19th Apr2019

‘Betsy’ Review

by Phil Wheat

Stars: Kelci C. Magel, Marylee Osborne, Erin R. Ryan, Joe Kidd, Justin Beahm, Cheyenne Gordon, Josh Miller, Ryan Stacy | Written and Directed by Shawn Burkett


Directed by prolific indie horror filmmaker Shawn Burkett, Betsy is a brand-new entry in the long-running werewolf movie mythos. Not a genre to approach lightly given the myriad of terrible werewolf films out there, Betsy tells the story of the titular character who, after surviving a vicious assault in the city, moves to the country in hopes of starting over. But we all know that recovery is not an option when you’ve been bitten by a werewolf!

Writer/director Shawn Burkett is probably best known to genre fans as the man behind Don’t F*ck in the Woods, a film whose very title struck a chord with horror audiences for its sheer audacity. After all, having sex in the woods is a CLEAR trope of the genre and it was obvious fans respected Burkett for hitting that particular cliched nail on the head. However… It was not Burkett who attracted me to this film, nope. I gave Betsy a chance on one thing: actress Erin R. Ryan.

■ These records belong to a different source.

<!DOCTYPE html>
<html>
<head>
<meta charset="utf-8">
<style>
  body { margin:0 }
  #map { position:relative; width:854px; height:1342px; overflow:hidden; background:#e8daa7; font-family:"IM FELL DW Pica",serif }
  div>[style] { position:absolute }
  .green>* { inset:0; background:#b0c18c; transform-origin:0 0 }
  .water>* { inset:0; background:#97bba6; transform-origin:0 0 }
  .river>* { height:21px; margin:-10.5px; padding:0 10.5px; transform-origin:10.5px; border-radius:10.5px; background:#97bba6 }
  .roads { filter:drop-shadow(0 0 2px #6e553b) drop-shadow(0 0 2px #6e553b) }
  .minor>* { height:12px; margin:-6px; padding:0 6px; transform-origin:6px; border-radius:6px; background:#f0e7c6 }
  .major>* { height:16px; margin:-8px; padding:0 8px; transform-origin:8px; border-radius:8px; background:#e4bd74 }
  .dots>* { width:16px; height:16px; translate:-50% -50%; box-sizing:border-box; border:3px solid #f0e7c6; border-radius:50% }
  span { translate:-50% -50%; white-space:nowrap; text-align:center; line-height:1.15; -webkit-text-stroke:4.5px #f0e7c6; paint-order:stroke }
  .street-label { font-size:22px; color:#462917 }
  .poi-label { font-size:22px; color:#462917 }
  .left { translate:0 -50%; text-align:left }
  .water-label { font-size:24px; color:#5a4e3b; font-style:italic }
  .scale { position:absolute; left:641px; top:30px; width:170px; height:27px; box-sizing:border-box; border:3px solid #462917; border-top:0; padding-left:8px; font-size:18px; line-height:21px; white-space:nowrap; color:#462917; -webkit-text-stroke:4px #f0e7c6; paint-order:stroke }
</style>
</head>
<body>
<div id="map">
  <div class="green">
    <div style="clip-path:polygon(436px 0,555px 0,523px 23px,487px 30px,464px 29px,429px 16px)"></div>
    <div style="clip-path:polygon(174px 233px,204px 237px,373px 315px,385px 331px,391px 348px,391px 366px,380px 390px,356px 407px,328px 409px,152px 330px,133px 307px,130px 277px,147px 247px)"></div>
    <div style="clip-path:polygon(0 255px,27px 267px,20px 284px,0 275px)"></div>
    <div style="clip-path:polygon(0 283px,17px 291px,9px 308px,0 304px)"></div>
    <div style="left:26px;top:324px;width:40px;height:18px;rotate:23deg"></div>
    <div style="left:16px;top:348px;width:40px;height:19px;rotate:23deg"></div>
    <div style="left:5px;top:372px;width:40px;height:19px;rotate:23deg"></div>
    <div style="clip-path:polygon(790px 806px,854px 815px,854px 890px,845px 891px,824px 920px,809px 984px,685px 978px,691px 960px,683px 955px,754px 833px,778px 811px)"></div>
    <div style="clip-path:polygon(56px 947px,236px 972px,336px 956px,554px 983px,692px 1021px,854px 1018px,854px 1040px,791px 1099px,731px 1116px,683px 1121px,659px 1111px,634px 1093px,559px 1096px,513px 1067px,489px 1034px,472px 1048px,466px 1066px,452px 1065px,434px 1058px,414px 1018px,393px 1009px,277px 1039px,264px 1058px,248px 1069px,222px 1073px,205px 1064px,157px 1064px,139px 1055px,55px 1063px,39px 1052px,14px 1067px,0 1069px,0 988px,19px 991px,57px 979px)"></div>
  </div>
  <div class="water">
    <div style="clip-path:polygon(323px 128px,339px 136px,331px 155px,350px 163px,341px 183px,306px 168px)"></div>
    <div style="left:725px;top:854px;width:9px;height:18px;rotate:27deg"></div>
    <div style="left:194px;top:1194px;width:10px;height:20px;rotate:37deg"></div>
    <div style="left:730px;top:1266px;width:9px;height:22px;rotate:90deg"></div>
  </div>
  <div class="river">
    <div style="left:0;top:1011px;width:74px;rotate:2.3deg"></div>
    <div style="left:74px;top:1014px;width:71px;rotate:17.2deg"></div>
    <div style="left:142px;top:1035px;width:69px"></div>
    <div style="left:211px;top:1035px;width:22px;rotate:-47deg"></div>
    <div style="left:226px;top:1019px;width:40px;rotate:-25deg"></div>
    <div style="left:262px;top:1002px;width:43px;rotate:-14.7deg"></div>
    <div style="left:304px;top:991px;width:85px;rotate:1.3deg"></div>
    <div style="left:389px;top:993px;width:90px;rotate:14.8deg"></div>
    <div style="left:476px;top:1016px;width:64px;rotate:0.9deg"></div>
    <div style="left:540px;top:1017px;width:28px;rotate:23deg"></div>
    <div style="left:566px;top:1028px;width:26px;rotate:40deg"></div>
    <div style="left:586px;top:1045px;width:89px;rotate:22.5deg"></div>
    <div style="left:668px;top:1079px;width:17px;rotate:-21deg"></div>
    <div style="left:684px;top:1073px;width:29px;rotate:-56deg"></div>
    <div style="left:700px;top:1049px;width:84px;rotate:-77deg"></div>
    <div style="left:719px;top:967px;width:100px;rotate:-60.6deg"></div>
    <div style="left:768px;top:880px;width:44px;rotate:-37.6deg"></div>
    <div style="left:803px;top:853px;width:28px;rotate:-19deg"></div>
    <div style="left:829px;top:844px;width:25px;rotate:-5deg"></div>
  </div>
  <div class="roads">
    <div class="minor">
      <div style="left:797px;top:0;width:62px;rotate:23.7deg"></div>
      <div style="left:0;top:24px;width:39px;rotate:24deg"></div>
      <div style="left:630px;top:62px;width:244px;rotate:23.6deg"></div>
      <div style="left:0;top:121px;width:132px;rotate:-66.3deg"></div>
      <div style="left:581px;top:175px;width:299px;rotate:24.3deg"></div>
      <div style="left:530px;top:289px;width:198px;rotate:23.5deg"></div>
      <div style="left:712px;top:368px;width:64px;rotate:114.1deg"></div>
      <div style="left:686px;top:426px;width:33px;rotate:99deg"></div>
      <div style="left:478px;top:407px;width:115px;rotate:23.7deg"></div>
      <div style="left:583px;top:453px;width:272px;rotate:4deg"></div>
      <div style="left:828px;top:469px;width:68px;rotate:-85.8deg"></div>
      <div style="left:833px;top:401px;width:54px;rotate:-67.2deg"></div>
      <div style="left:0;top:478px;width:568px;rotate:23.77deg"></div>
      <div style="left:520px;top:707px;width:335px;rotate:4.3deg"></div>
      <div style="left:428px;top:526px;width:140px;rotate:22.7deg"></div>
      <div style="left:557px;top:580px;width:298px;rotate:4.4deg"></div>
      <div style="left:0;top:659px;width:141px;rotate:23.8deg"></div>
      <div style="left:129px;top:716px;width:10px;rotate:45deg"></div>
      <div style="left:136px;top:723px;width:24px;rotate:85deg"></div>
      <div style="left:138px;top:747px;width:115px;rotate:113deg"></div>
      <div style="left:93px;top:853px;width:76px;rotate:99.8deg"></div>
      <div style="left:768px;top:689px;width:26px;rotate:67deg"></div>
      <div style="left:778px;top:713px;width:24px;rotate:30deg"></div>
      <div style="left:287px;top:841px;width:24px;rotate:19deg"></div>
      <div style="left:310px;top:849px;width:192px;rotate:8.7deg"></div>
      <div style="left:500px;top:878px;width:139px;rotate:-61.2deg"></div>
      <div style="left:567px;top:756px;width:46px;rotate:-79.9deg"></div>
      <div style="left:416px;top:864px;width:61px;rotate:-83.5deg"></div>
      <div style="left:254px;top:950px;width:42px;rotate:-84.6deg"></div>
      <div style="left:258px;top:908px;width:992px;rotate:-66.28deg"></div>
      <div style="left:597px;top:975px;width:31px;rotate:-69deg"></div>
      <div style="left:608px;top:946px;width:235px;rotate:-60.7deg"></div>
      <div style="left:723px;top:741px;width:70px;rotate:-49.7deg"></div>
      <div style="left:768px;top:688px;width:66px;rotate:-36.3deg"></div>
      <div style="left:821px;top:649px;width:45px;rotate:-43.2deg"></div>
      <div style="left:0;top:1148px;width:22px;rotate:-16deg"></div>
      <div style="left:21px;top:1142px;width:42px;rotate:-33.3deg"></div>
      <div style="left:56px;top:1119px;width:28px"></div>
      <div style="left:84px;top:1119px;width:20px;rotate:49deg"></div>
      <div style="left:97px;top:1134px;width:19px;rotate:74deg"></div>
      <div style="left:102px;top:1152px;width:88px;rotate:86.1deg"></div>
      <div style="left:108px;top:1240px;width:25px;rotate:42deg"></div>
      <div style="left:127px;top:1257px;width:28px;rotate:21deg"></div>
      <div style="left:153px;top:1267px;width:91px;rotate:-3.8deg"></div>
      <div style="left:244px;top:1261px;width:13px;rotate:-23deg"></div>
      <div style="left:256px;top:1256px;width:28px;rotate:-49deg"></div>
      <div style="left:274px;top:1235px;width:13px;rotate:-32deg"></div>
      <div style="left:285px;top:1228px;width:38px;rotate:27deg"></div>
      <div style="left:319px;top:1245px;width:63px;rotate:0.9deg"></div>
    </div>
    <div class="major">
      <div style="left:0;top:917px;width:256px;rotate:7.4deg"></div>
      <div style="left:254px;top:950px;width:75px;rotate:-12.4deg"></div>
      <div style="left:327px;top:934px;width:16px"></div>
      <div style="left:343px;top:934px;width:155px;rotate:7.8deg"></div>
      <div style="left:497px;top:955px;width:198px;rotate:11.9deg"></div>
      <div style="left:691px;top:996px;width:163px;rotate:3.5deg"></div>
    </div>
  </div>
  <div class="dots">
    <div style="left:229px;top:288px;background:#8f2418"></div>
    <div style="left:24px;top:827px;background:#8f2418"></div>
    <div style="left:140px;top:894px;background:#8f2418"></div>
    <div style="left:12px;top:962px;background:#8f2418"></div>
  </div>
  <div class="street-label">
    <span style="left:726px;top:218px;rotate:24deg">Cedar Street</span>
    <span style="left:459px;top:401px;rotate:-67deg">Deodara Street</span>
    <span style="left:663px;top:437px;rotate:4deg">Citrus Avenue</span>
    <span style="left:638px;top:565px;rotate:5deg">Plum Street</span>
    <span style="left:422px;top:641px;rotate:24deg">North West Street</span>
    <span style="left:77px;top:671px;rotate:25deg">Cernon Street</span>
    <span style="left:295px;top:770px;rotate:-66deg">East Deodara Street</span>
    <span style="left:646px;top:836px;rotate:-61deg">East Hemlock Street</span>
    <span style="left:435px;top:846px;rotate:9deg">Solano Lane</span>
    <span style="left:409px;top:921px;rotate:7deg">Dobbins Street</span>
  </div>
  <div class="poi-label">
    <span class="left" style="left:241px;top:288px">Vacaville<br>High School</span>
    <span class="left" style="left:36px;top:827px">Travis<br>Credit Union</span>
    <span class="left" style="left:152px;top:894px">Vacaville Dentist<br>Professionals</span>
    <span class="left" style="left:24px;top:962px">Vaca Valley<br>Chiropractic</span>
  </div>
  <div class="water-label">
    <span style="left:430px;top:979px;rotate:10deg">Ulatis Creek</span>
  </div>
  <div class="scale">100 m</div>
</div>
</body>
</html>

A longtime collaborator with Dustin Mills, Ryan has carved out an intriguing career in the genre. Not afraid to put herself in vulnerable positions in the the name of horror, somewhat akin to the 80s era of scream queens like Brinke Stevens, Micehlle Bauer and Linnea Quigley, Ryan has been a standout in any film she appears in. Except this one. Because, sadly, Ryan is relegated to playing the werewolf post-transformation. Given the appearance of the she-wolf in this film it actually means Ryan is essentially nothing more than a boob/body double!

Betsy has an incredibly slow build, which would normally work well for a werewolf flick – building on the “are they/are they not” a werewolf suspense. However you can’t suspect things aren’t quiet right with Betsy as we KNOW there’s something wrong with her from the get-go – there’s no suspense as to if what is happening is actually happening. We know Betsy was attacked and bitten and it’s not long before she lashes out with her long nails (claws) and has physical appearance changes, in particular her frequent eye-colour changes.

So what does writer/director Burkett do? He escalates this story by escalating the violence, the frequency in which Betsy’s affliction takes over and the ferocity of her other self when “it” does come out.

Obviously shot on a VERY meagre budget Betsy suffers from a few filmmaking flaws – dutch angles when there’s no need, too many too-tight close-ups and an obvious lack of money for the films werewolf effects. The latter of which is actually the lesser of the films issues – after all, smoke and mirrors in film making can work wonders to keep monsters hidden and in the shadows; and we all know imagination is often better than reality. Especially in horror.

Where Betsy does succeed is in the casting. Whilst a number of the cast struggle to bring any emotion to their performances, coming across stilted throughout the film, Kelci C. Magel – as lead character Betsy – is surprisingly empathetic. You really feel for her struggle, well at least in human form – as sadly Magel flounders when it comes to the more vicious aspects of her transformation. However she does have great chemistry with Josh Miller, who plays her love interest Sam, which further generates pathos – we know it can’t end well and their “romance” feels all-too bitter sweet. What makes things even more surprising is the fact Magel wasn’t even first choice to play Betsy, she replaced Don’t F*ck in the Woods actress Ayse Howard in the lead role for reasons unknown!

An interesting addition to werewolf canon, I can see many being put off Betsy due to its incredibly low budget but stick with it and you’ll find a modern-day romance hidden under the skin of a monster movie. Though this is definitely not Twilight!